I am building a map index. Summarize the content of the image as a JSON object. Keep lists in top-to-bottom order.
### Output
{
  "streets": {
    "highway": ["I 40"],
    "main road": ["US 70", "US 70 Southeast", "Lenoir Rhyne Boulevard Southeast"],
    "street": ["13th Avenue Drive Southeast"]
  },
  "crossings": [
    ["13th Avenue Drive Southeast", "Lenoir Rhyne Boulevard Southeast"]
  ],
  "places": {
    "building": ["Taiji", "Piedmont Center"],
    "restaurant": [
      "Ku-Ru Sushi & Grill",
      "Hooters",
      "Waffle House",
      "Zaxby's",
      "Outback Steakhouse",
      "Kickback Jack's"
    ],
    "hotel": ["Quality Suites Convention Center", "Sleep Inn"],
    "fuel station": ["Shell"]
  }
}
####
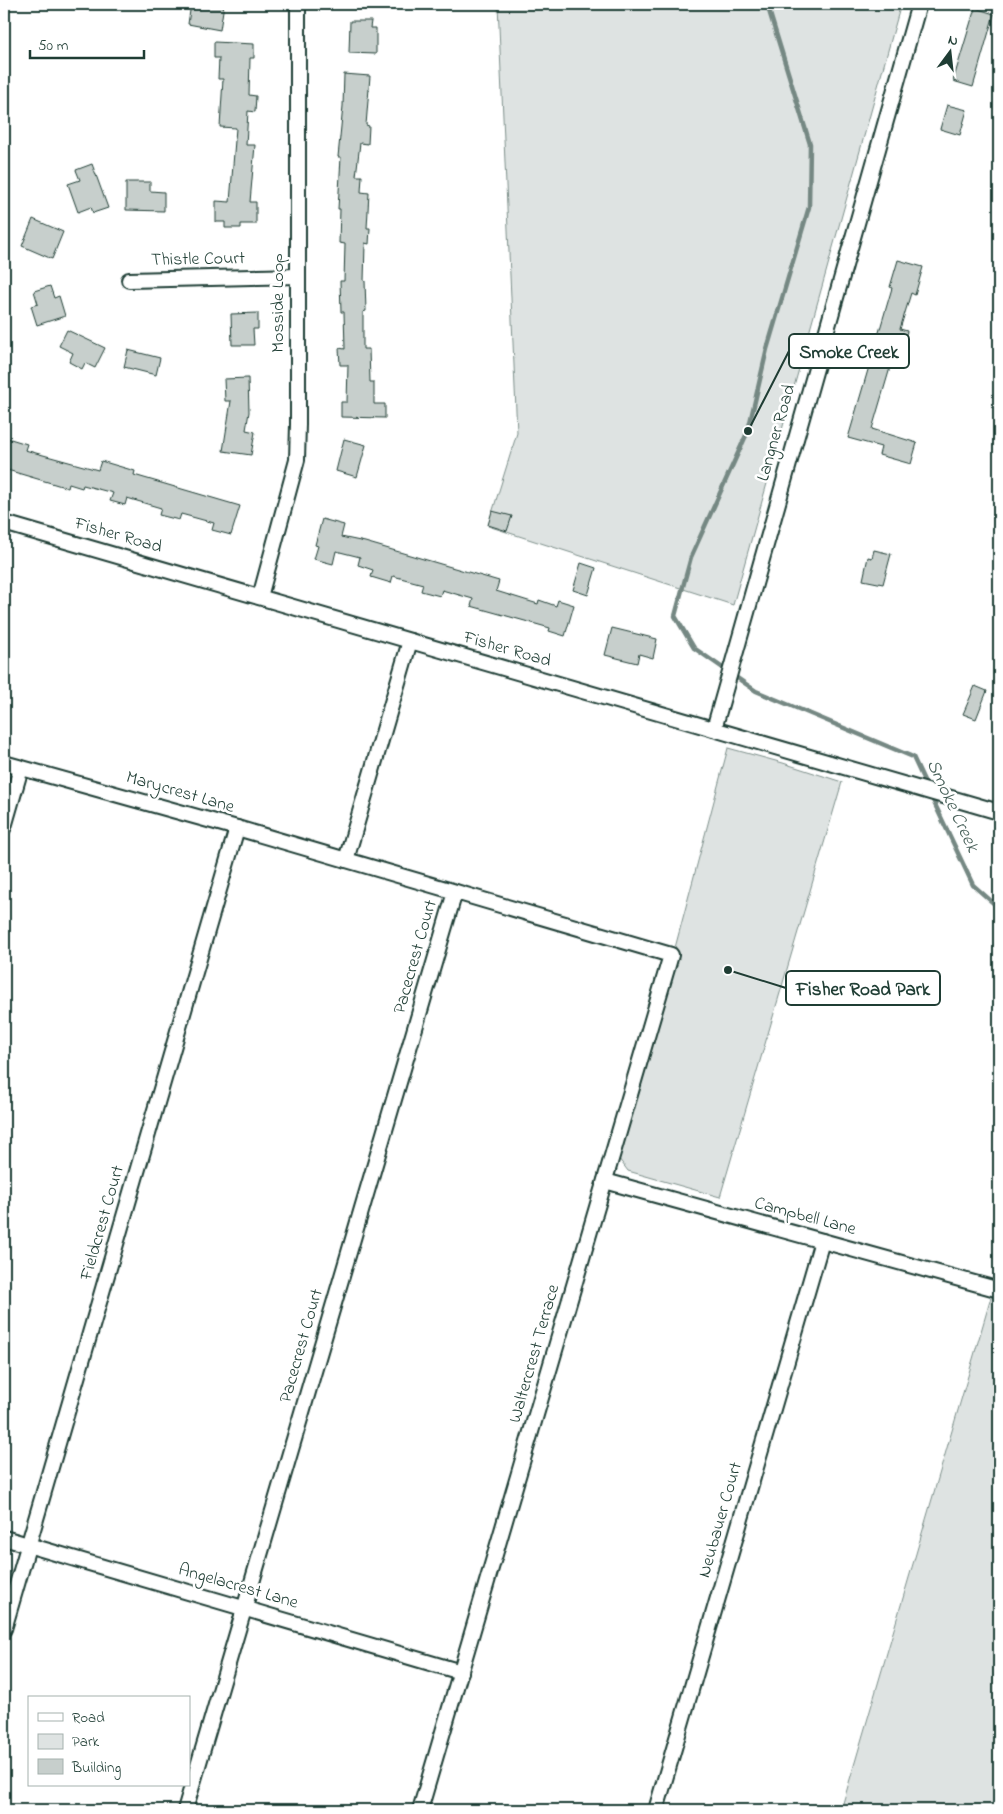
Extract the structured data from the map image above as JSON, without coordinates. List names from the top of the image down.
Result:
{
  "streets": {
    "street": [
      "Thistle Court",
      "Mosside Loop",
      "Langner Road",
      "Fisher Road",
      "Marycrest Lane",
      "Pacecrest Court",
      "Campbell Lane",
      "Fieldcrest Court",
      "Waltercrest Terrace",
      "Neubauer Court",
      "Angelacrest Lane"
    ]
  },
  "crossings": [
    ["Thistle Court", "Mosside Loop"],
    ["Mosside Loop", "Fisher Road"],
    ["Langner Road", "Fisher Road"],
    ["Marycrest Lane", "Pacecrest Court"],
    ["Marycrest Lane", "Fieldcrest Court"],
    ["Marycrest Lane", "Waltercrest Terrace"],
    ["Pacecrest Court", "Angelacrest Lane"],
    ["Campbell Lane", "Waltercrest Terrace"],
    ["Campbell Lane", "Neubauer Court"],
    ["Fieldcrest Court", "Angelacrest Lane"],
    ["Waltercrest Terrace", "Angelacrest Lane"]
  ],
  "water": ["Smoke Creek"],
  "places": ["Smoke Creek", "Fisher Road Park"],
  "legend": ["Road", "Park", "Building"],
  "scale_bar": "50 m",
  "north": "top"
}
####
■ Description of the task
Identify the lines of the entries containing the string "JSON". Copy each such line.

■ Exercise output
I am building a map index. Summarize the content of the image as a JSON object. Keep lists in top-to-bottom order.
Extract the structured data from the map image above as JSON, without coordinates. List names from the top of the image down.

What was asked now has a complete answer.